Set down, character for character, everything in the records below from the line holding "inset:0; background:#a3c56e; transform-origin:0" down to the line holding "filter:drop-shadow(0 0 2px", and no other line.
BEGIN
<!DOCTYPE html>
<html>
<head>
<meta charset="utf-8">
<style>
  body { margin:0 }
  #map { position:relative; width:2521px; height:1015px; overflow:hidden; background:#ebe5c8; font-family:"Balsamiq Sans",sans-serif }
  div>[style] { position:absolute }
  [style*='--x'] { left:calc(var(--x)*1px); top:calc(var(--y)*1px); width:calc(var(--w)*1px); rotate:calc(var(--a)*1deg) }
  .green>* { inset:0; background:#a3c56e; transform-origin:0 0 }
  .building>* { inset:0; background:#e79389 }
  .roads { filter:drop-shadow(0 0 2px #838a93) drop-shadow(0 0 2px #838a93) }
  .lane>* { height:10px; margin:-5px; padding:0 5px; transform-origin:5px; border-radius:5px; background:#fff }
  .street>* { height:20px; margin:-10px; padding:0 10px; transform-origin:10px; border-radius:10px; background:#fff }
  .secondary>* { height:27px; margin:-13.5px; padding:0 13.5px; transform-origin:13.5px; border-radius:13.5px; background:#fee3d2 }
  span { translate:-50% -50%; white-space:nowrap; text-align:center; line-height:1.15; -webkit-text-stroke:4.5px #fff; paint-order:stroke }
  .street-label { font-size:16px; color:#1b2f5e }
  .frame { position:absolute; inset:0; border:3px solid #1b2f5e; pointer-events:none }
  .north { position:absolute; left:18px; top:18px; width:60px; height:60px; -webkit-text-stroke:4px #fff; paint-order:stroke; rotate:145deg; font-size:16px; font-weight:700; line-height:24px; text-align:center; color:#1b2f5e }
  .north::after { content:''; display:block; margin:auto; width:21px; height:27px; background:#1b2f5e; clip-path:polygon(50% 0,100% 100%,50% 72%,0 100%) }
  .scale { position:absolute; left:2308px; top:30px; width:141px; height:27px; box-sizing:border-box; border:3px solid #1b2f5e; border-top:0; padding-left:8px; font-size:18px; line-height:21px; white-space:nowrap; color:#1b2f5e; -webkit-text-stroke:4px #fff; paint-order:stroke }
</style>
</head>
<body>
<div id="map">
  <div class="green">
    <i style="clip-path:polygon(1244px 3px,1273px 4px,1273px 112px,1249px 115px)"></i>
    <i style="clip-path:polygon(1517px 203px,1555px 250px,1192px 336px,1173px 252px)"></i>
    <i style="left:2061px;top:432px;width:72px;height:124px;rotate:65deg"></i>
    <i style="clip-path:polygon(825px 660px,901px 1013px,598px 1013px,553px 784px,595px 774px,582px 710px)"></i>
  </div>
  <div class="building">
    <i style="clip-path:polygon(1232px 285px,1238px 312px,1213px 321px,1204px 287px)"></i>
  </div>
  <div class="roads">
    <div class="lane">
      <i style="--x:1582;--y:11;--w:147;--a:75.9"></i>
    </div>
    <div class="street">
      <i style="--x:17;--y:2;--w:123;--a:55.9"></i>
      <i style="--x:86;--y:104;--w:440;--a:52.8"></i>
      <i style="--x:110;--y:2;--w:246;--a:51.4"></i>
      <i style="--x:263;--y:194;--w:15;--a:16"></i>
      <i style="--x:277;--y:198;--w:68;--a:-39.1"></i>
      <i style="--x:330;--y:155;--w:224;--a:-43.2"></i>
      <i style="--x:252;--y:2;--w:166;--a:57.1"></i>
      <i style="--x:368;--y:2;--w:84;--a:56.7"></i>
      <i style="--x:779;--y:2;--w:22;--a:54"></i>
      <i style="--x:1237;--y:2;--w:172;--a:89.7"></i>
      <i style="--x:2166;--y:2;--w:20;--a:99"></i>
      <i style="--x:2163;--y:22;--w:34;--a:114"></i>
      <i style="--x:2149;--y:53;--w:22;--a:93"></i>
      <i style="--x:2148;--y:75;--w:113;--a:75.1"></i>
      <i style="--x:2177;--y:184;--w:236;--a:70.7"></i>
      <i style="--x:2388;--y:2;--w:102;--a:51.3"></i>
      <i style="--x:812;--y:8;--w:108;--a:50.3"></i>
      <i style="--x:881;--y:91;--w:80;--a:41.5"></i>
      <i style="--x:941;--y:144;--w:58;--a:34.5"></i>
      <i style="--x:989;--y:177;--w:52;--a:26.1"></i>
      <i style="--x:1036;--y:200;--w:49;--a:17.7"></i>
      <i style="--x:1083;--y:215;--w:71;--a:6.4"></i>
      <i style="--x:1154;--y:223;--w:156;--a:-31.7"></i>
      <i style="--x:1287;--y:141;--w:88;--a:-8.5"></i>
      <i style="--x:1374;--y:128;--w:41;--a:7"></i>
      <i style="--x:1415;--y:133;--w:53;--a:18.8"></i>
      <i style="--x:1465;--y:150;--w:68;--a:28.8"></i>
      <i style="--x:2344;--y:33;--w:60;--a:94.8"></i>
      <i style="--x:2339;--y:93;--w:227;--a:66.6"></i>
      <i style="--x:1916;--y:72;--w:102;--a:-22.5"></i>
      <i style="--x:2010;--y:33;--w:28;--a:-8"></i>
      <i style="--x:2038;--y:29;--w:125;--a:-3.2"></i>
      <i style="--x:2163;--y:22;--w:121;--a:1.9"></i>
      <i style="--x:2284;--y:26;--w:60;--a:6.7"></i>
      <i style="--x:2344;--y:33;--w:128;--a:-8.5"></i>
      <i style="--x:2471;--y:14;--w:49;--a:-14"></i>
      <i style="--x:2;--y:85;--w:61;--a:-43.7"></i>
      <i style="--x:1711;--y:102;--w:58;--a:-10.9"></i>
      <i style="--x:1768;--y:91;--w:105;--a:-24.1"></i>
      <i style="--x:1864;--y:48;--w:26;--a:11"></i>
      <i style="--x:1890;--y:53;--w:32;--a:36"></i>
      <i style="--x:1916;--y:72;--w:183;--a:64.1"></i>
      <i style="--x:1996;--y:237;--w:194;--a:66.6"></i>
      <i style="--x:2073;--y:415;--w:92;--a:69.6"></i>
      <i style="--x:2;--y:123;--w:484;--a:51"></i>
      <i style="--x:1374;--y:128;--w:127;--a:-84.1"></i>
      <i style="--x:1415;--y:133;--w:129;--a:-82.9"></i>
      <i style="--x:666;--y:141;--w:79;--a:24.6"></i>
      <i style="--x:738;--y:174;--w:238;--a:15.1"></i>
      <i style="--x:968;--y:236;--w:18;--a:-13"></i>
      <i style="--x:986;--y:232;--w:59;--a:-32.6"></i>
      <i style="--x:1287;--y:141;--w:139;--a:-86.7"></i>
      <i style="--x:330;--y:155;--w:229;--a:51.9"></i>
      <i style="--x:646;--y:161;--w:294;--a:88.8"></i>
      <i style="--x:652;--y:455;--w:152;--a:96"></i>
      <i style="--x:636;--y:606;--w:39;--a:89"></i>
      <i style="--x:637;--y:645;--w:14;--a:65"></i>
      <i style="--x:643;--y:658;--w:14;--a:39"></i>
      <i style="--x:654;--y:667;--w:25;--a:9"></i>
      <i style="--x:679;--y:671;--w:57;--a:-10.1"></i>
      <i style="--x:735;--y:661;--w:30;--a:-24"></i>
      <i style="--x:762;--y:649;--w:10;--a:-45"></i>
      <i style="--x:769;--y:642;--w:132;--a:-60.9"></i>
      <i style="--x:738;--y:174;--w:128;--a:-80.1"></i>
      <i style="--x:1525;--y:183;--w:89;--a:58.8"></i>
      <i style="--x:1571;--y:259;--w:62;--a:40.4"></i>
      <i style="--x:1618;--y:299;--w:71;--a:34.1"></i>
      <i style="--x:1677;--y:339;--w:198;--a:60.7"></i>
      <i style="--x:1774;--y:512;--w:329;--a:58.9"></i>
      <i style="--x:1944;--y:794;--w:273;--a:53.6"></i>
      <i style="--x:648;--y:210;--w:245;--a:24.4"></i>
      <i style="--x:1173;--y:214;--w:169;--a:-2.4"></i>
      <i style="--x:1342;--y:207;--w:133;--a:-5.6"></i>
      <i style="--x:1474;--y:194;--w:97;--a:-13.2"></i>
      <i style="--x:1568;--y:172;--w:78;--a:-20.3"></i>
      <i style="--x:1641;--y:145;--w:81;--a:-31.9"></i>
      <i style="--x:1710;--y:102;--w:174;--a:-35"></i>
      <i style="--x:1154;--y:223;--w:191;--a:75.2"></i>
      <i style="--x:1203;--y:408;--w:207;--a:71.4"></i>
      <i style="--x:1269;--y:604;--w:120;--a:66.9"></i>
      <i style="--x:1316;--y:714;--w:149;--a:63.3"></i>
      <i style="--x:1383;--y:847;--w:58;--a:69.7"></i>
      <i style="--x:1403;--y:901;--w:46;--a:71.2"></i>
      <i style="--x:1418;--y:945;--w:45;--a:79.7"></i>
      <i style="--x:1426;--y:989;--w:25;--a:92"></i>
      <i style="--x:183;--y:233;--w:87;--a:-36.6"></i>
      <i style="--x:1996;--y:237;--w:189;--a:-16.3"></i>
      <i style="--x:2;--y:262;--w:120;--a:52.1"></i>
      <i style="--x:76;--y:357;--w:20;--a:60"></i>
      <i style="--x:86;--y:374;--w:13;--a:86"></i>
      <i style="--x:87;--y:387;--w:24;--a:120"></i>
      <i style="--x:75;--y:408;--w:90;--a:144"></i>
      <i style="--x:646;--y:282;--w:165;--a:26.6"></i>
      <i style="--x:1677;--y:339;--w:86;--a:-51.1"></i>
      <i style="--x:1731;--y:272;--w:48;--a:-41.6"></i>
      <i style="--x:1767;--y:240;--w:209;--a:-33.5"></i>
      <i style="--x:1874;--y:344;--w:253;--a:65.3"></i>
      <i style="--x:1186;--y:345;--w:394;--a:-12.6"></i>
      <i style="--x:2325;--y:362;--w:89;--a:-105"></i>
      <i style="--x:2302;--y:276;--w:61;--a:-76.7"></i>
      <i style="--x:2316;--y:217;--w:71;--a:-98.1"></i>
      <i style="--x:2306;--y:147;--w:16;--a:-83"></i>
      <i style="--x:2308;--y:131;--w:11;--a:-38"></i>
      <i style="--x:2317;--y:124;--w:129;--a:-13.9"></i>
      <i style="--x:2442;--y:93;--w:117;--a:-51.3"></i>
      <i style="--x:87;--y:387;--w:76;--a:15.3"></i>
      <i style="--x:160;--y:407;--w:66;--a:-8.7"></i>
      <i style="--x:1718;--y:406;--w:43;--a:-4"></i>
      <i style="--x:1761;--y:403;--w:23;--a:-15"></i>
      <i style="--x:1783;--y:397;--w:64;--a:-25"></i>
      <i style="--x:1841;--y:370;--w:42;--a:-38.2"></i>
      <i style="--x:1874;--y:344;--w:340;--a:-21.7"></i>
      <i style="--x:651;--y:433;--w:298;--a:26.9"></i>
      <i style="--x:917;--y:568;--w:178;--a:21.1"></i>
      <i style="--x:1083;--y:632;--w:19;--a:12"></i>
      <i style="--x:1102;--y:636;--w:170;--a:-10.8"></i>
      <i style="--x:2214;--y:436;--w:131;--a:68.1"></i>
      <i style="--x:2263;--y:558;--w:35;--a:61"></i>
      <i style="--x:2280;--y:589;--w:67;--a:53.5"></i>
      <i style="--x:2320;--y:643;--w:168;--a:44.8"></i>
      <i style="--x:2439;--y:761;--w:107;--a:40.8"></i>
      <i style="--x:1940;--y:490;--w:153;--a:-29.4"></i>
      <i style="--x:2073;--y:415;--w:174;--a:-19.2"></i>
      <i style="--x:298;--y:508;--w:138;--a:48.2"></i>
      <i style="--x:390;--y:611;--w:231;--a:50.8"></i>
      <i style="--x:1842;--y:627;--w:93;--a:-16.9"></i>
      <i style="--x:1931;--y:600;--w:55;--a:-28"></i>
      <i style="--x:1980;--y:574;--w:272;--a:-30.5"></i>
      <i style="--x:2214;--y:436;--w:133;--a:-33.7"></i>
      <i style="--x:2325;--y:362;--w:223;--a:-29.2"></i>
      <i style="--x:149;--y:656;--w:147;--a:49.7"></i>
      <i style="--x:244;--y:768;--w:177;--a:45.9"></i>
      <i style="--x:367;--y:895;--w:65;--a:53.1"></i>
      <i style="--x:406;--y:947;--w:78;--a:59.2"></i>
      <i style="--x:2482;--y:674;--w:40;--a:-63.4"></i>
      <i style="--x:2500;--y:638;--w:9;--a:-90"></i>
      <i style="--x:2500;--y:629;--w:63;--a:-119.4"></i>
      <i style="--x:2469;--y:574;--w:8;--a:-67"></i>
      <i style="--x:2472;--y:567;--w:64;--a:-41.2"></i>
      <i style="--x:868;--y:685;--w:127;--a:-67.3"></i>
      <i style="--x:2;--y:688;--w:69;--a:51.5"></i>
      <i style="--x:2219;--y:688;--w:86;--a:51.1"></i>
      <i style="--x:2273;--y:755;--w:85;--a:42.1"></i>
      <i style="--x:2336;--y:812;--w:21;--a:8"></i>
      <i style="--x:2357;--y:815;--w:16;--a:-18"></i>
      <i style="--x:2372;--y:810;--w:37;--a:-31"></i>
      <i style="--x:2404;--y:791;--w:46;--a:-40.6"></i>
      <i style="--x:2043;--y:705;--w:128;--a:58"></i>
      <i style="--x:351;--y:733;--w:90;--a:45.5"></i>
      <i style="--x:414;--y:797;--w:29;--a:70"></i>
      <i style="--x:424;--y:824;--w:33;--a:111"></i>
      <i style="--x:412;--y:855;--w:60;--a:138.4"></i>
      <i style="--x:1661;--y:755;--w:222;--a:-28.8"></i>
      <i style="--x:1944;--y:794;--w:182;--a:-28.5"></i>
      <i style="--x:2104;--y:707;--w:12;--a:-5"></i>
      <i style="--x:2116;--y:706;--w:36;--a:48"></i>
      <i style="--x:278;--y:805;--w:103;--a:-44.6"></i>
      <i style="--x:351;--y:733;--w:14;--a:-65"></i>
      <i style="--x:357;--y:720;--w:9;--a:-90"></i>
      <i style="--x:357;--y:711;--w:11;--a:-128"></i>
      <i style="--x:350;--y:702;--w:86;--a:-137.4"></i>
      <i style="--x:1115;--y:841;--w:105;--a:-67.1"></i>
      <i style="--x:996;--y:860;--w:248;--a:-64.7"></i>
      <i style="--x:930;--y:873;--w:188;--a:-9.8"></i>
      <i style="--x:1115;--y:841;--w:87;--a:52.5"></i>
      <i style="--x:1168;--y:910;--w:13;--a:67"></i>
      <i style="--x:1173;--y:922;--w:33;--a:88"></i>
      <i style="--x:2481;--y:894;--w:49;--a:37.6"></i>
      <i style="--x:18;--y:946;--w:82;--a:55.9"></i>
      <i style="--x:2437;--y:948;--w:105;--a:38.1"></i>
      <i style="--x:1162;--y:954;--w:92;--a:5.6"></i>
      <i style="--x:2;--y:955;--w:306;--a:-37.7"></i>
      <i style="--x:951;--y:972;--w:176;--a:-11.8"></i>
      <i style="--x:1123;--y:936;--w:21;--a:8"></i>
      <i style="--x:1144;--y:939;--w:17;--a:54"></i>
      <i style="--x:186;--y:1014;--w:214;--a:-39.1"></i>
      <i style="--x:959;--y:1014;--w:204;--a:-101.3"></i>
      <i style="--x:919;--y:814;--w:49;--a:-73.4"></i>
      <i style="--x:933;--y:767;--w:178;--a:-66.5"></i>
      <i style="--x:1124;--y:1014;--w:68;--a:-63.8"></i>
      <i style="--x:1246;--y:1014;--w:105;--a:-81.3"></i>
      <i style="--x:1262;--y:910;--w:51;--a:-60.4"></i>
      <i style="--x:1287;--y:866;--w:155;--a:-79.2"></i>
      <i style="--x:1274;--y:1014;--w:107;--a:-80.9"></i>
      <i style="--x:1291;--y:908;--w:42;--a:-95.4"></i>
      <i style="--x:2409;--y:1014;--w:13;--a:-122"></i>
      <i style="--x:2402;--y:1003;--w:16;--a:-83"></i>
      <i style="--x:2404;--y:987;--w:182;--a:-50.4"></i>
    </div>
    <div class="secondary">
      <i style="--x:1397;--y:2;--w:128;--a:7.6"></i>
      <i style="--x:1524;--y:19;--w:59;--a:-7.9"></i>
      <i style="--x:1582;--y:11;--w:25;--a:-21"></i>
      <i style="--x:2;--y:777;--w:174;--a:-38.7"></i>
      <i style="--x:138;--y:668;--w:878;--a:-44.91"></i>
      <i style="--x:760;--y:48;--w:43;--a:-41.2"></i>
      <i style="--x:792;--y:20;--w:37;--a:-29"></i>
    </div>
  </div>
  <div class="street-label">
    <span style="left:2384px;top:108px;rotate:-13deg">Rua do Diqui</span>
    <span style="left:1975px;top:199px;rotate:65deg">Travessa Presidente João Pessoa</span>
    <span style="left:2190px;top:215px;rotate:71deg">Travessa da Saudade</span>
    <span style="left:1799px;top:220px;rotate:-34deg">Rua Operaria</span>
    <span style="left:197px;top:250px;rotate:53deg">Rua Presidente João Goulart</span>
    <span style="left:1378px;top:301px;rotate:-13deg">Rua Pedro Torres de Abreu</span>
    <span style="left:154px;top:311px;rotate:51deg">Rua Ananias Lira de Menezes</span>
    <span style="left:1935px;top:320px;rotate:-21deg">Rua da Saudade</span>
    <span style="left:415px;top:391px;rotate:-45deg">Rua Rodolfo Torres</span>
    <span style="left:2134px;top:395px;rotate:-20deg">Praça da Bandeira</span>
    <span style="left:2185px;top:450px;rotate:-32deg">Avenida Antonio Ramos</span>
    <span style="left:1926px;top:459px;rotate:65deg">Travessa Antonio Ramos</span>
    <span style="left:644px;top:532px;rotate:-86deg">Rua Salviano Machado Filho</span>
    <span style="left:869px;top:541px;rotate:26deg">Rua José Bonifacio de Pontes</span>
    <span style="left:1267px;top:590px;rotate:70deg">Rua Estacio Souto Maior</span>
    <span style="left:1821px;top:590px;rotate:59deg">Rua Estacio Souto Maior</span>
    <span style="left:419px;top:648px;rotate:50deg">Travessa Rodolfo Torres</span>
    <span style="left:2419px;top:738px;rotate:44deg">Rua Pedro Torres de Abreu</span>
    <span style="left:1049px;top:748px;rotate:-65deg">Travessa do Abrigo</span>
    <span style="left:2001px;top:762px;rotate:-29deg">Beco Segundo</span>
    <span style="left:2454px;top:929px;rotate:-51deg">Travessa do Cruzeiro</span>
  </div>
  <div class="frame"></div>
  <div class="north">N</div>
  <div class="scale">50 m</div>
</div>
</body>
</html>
END
### OUTPUT FOR THIS TASK
  .green>* { inset:0; background:#a3c56e; transform-origin:0 0 }
  .building>* { inset:0; background:#e79389 }
  .roads { filter:drop-shadow(0 0 2px #838a93) drop-shadow(0 0 2px #838a93) }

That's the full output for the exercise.